EXCERPTED RECORDS Start Marker

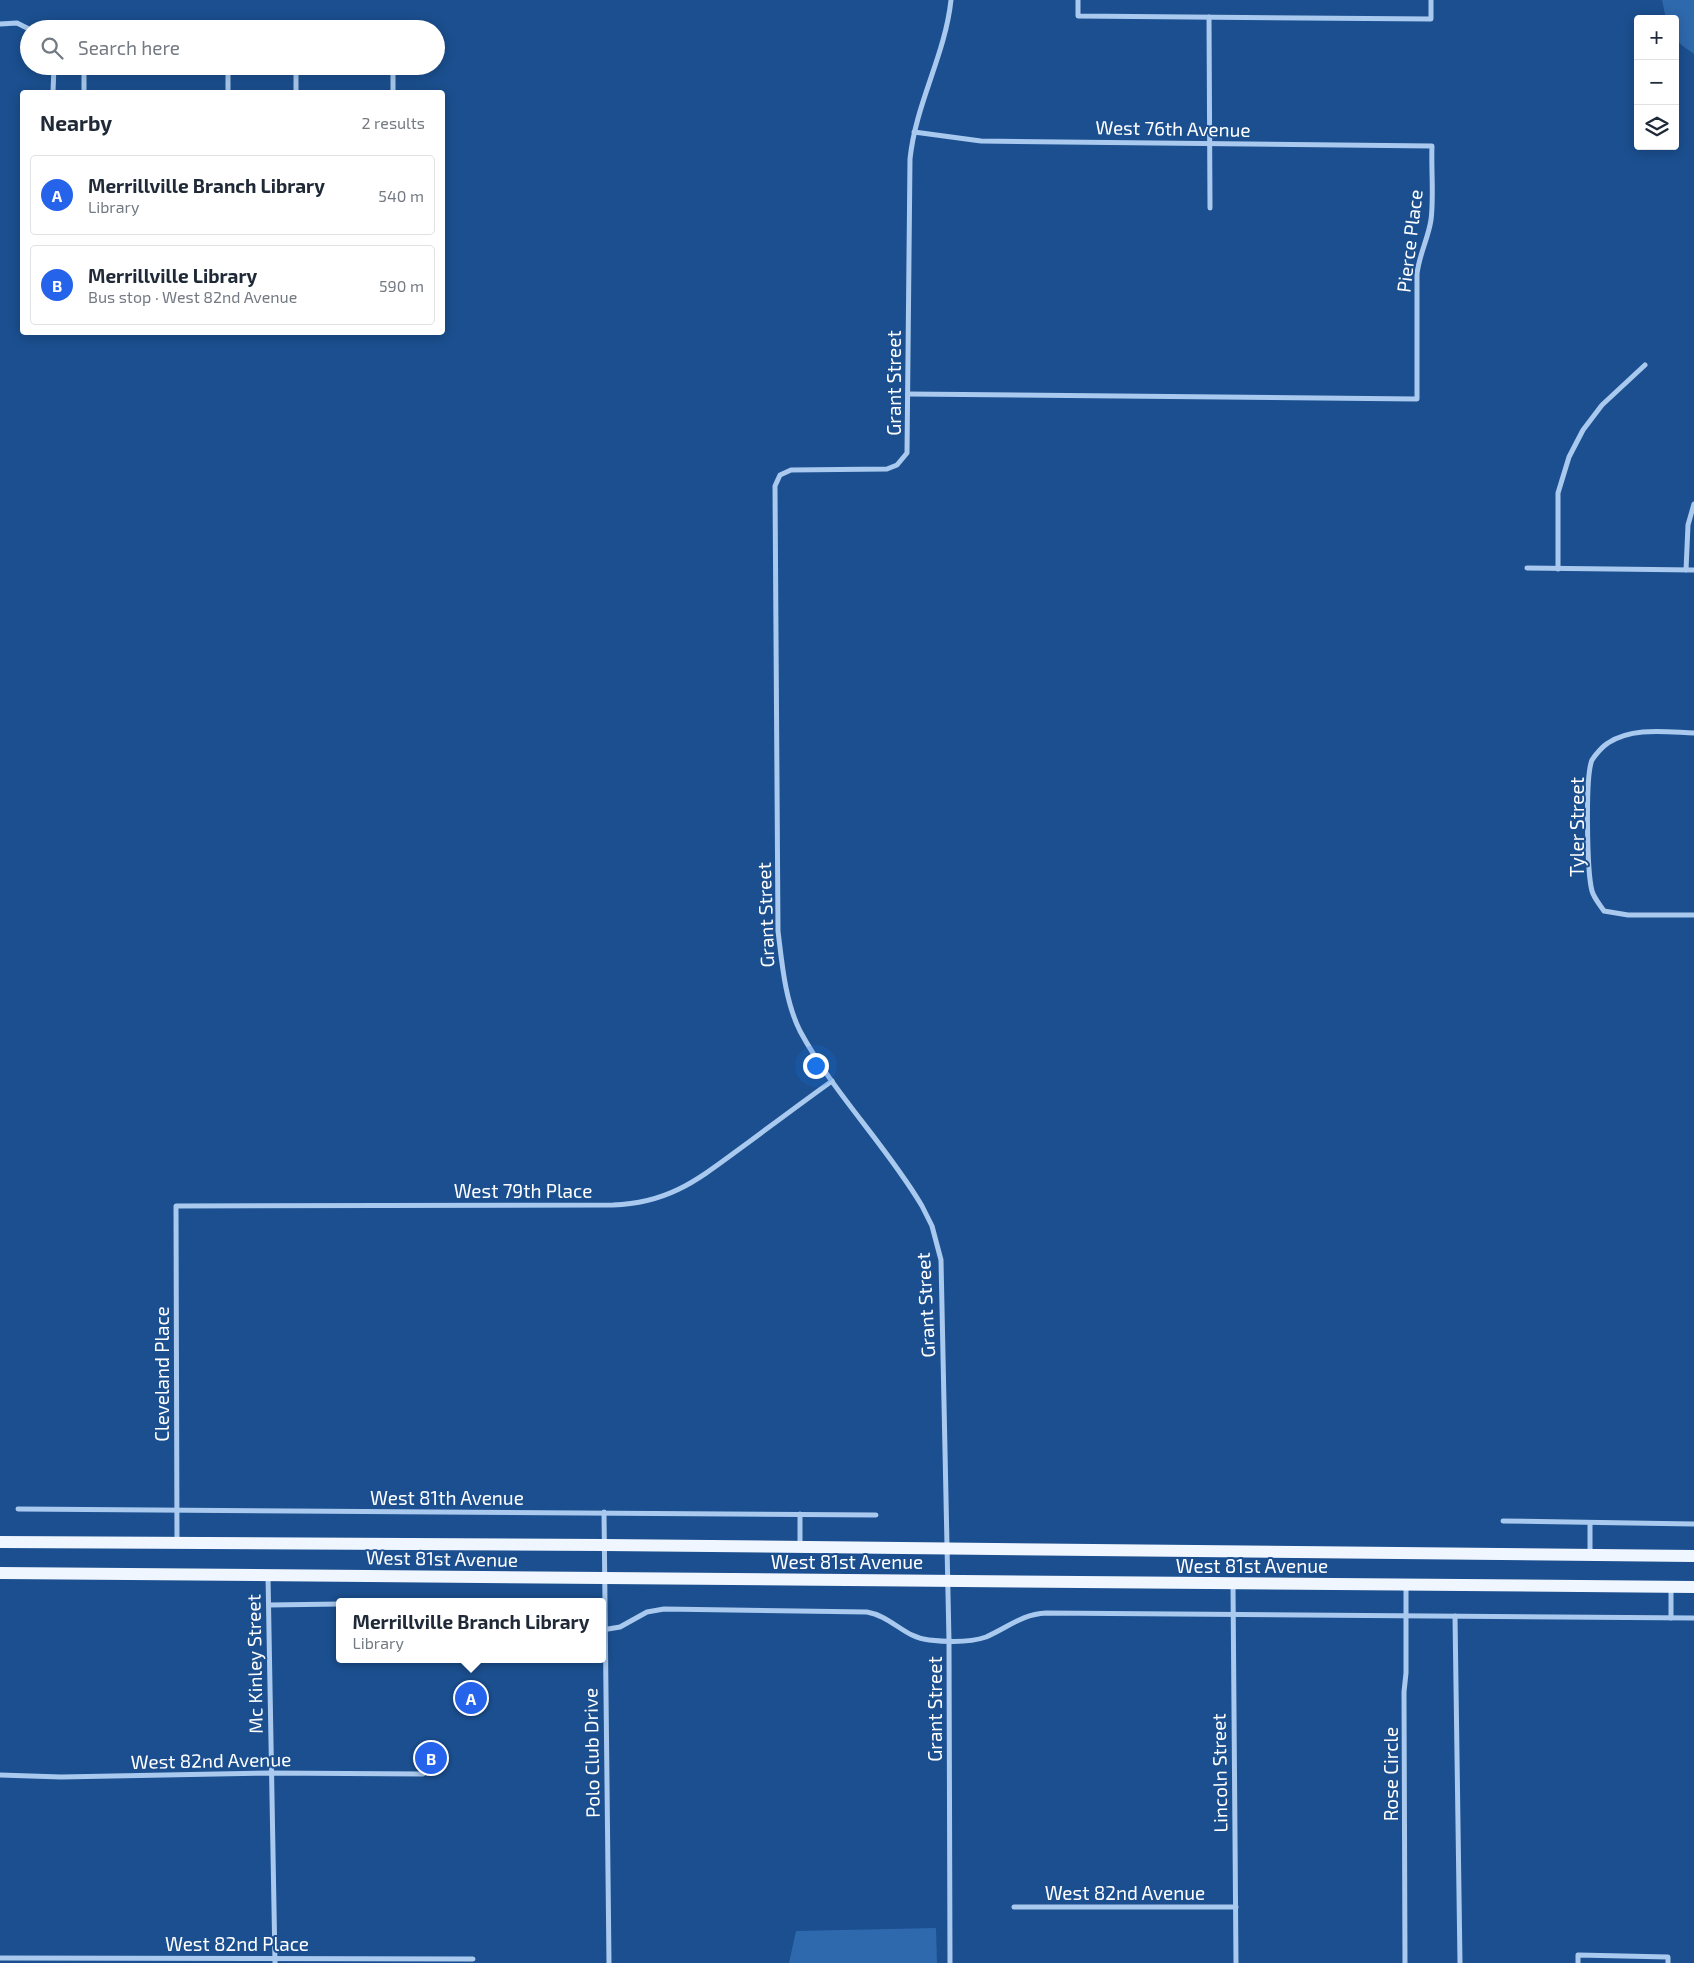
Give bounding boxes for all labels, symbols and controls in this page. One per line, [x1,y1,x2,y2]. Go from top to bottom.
map controls [1634,15,1679,150]
button: + [1634,15,1679,60]
search box [20,20,445,75]
icon: search [38,34,66,62]
text: Search here [78,36,180,59]
button: − [1634,60,1679,105]
button: layers [1634,105,1679,150]
text: Nearby [40,110,112,135]
text: 2 results [362,113,425,132]
street label: West 76th Avenue [1095,115,1251,141]
text: Merrillville Branch Library [88,174,325,197]
text: A [52,186,62,205]
text: 540 m [378,186,424,205]
street label: Pierce Place [1391,188,1427,294]
text: Library [88,197,139,216]
text: Merrillville Library [88,264,257,287]
text: B [52,276,62,295]
text: 590 m [379,276,424,295]
text: Bus stop · West 82nd Avenue [88,287,297,306]
street label: Grant Street [882,330,905,436]
street label: Tyler Street [1565,777,1588,877]
street label: Grant Street [752,862,778,968]
your location [803,1053,829,1079]
street label: West 79th Place [454,1179,592,1202]
street label: Grant Street [911,1252,939,1358]
street label: Cleveland Place [150,1306,173,1442]
street label: West 81th Avenue [370,1486,524,1509]
street label: West 81st Avenue [366,1545,518,1571]
street label: West 81st Avenue [771,1550,923,1573]
street label: West 81st Avenue [1176,1554,1328,1577]
street label: Mc Kinley Street [241,1594,267,1734]
popup [336,1598,606,1663]
text: Merrillville Branch Library [353,1610,589,1633]
text: Library [353,1633,404,1652]
street label: Grant Street [923,1656,946,1762]
pin: A [455,1679,487,1717]
street label: Polo Club Drive [578,1688,604,1818]
street label: Lincoln Street [1206,1713,1232,1833]
street label: Rose Circle [1379,1727,1402,1821]
pin: B [415,1739,447,1777]
street label: West 82nd Avenue [131,1747,291,1773]
street label: West 82nd Avenue [1045,1881,1205,1904]
street label: West 82nd Place [165,1932,309,1955]

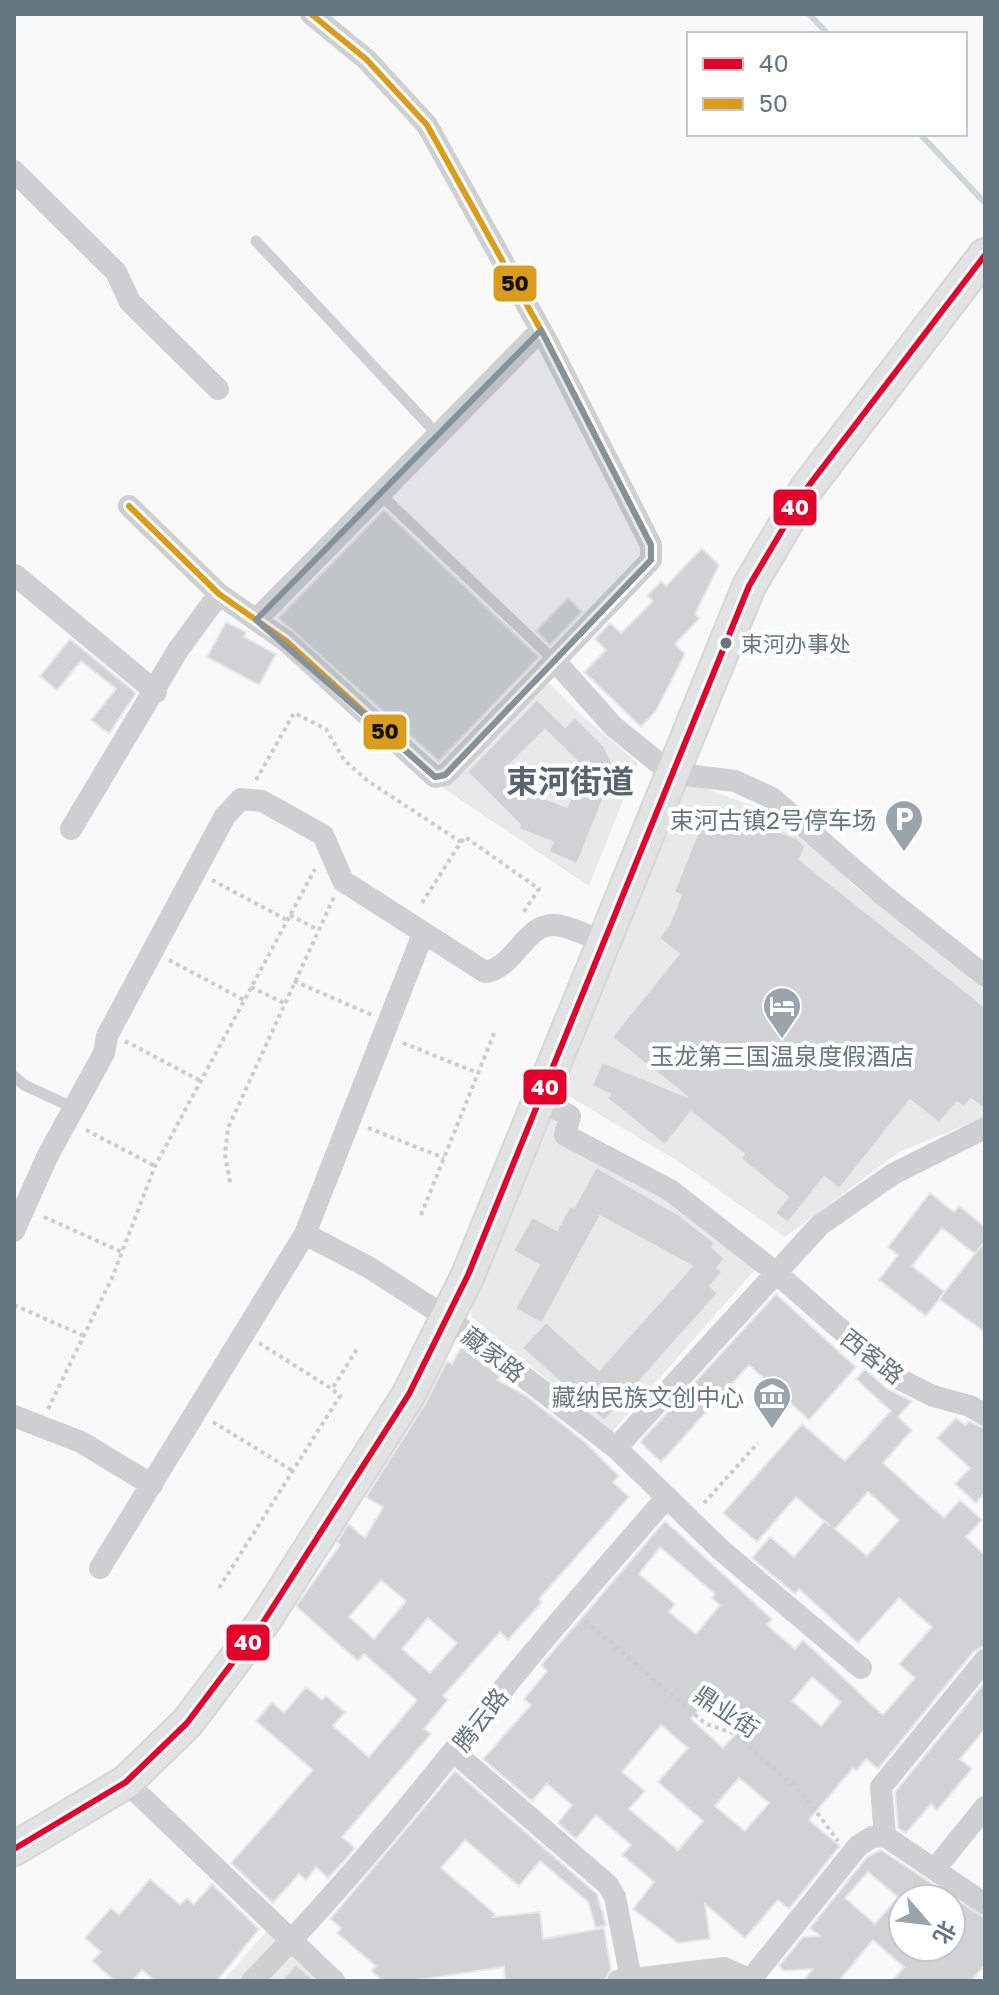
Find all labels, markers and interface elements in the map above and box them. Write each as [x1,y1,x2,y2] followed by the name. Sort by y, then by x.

EXCERPTED RECORDS End Marker

-- TASK PROMPT --
Every line above needs to be written out again as it stands. Pictures do not belong in the copy.

-- RESPONSE FOR THIS EXERCISE --
Give bounding boxes for all labels, symbols and controls in this page. One per line, [x1,y1,x2,y2]. Go from top to bottom.
map controls [1634,15,1679,150]
button: + [1634,15,1679,60]
search box [20,20,445,75]
icon: search [38,34,66,62]
text: Search here [78,36,180,59]
button: − [1634,60,1679,105]
button: layers [1634,105,1679,150]
text: Nearby [40,110,112,135]
text: 2 results [362,113,425,132]
street label: West 76th Avenue [1095,115,1251,141]
text: Merrillville Branch Library [88,174,325,197]
text: A [52,186,62,205]
text: 540 m [378,186,424,205]
street label: Pierce Place [1391,188,1427,294]
text: Library [88,197,139,216]
text: Merrillville Library [88,264,257,287]
text: B [52,276,62,295]
text: 590 m [379,276,424,295]
text: Bus stop · West 82nd Avenue [88,287,297,306]
street label: Grant Street [882,330,905,436]
street label: Tyler Street [1565,777,1588,877]
street label: Grant Street [752,862,778,968]
your location [803,1053,829,1079]
street label: West 79th Place [454,1179,592,1202]
street label: Grant Street [911,1252,939,1358]
street label: Cleveland Place [150,1306,173,1442]
street label: West 81th Avenue [370,1486,524,1509]
street label: West 81st Avenue [366,1545,518,1571]
street label: West 81st Avenue [771,1550,923,1573]
street label: West 81st Avenue [1176,1554,1328,1577]
street label: Mc Kinley Street [241,1594,267,1734]
popup [336,1598,606,1663]
text: Merrillville Branch Library [353,1610,589,1633]
text: Library [353,1633,404,1652]
street label: Grant Street [923,1656,946,1762]
pin: A [455,1679,487,1717]
street label: Polo Club Drive [578,1688,604,1818]
street label: Lincoln Street [1206,1713,1232,1833]
street label: Rose Circle [1379,1727,1402,1821]
pin: B [415,1739,447,1777]
street label: West 82nd Avenue [131,1747,291,1773]
street label: West 82nd Avenue [1045,1881,1205,1904]
street label: West 82nd Place [165,1932,309,1955]

Find all labels, markers and interface elements in the map above and box them. Write each as [x1,y1,x2,y2] followed by the name. Sort by y, then by x.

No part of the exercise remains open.